You can’t cross the same river twice, but can you boot the same laptop twice (at the same time)? Yes indeed, with the magic of VM’s and weird passthrough setups. I have a Slimbook with openSUSE and FreeBSD installed on it. Most of the time I use openSUSE – there’s suspend and resume and wifi things that need tweaking under FreeBSD. I’ve written about FreeBSD on Slimbook before. But with some magic, I can boot the laptop into openSUSE and them boot it again simultaneously into FreeBSD. Probably I can also mess things up royally, but let’s not get ahead of ourselves.

Slimbook with GRUB menu
Slimbook with GRUB menu

With VirtualBox, you can specify a raw disk device to use as a disk for a VM. I have mentioned ZFS Volumes in that context before, but here’s a new way to use that:

  • Add a user (e.g. my regular user) to the disk group. With usermod (as root) I added myself to that group, and after logging back in, can check with id that it was successful.
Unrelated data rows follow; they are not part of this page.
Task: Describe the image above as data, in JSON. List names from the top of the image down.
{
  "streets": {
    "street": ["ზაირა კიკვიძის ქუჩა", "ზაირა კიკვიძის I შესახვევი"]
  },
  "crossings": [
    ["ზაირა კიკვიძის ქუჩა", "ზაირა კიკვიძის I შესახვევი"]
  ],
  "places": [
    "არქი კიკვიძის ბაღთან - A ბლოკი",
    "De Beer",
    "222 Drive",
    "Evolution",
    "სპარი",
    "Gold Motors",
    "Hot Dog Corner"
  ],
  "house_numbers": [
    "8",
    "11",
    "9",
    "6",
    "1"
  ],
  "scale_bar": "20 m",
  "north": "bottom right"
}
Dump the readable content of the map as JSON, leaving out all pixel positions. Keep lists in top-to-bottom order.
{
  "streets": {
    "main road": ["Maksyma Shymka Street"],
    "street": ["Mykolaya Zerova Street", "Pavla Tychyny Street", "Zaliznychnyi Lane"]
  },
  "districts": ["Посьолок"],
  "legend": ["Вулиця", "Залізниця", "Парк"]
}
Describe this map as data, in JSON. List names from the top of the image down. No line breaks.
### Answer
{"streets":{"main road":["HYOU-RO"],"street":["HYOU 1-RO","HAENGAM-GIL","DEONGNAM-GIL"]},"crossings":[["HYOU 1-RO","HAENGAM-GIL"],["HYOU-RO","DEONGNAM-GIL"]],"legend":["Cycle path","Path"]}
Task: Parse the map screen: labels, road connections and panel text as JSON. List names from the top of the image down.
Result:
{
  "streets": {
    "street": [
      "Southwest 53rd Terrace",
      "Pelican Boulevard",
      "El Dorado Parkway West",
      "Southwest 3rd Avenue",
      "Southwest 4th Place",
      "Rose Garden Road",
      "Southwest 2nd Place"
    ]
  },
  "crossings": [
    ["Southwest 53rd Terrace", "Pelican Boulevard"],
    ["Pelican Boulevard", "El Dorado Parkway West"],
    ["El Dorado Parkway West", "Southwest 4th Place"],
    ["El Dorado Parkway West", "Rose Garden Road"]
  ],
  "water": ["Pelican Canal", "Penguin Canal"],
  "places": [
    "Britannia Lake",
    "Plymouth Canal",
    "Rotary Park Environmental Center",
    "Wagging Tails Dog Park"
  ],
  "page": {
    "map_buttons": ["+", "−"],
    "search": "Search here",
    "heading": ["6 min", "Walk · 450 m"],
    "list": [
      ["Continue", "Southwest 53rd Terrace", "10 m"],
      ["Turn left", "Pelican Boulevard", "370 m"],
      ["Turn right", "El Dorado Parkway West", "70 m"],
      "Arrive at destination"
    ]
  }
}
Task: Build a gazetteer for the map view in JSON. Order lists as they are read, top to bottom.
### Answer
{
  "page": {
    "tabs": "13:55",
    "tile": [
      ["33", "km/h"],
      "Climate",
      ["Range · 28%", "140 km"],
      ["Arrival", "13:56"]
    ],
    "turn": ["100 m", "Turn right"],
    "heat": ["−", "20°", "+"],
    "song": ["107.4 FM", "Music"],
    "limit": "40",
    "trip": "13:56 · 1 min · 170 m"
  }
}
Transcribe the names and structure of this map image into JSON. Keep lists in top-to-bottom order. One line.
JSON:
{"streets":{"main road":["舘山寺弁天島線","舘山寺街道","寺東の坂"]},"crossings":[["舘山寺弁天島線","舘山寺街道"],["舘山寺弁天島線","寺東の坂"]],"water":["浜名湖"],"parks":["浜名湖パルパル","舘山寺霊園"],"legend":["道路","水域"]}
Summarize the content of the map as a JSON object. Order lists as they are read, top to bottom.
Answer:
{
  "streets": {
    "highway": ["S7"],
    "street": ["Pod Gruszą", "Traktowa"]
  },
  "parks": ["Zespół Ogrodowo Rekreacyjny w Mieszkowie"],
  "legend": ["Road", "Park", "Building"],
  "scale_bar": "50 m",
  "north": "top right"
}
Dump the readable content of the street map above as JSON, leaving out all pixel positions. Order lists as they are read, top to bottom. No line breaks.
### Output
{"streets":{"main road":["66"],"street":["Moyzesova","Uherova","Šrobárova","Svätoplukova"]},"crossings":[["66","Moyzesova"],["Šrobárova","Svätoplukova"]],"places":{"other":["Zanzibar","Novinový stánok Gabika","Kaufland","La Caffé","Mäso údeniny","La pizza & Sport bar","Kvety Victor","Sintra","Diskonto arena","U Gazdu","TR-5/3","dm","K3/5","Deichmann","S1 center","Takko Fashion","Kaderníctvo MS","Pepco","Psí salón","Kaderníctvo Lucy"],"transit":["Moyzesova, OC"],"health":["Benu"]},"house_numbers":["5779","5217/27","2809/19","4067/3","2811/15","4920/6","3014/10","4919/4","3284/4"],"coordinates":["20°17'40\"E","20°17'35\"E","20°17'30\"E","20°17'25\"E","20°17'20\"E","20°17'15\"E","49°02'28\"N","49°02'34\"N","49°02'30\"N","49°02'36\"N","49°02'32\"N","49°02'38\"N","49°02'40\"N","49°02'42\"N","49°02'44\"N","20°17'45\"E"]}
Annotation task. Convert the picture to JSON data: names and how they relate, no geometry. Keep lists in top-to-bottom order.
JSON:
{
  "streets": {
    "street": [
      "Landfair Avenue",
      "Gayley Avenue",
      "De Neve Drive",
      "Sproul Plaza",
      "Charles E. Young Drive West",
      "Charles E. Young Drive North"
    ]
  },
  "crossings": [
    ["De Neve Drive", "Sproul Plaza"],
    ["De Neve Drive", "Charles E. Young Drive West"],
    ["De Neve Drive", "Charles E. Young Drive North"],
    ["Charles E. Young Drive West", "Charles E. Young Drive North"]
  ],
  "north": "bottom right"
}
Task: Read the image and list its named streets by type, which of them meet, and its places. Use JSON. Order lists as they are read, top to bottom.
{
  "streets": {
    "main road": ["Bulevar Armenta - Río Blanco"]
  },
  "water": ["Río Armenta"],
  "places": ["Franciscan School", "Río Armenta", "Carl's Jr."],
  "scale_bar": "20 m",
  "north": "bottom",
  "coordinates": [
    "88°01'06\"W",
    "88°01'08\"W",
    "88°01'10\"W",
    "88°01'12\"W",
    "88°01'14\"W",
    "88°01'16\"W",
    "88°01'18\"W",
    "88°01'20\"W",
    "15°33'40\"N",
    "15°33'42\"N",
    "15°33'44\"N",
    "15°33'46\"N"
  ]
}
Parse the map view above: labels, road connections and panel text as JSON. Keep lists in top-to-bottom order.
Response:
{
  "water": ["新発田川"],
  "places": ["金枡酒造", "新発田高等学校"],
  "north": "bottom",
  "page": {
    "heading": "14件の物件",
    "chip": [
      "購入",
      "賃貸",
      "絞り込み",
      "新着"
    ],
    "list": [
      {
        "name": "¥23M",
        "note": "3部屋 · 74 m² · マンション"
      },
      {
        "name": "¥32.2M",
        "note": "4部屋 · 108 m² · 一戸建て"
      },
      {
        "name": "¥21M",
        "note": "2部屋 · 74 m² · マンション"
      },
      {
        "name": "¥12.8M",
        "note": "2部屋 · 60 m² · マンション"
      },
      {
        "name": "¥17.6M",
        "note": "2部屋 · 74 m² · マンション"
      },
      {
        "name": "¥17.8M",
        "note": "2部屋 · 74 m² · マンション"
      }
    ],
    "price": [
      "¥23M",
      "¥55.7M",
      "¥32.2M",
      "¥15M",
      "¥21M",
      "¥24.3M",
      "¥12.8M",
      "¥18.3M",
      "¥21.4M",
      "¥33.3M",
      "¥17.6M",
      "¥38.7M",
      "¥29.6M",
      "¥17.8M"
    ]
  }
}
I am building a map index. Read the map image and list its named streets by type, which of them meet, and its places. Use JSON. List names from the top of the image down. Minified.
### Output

On my system the disk group has write-access to disks, including the NVMe disk which has both OS’es installed on it.
  • Create a virtual disk that refers to the raw drive. I did this as root as well. I made a VMDK somewhere the user can reach, and specified the raw disk device being used. It’s the whole disk.
  • Make the file readable by the user, since the VMDK was created by root.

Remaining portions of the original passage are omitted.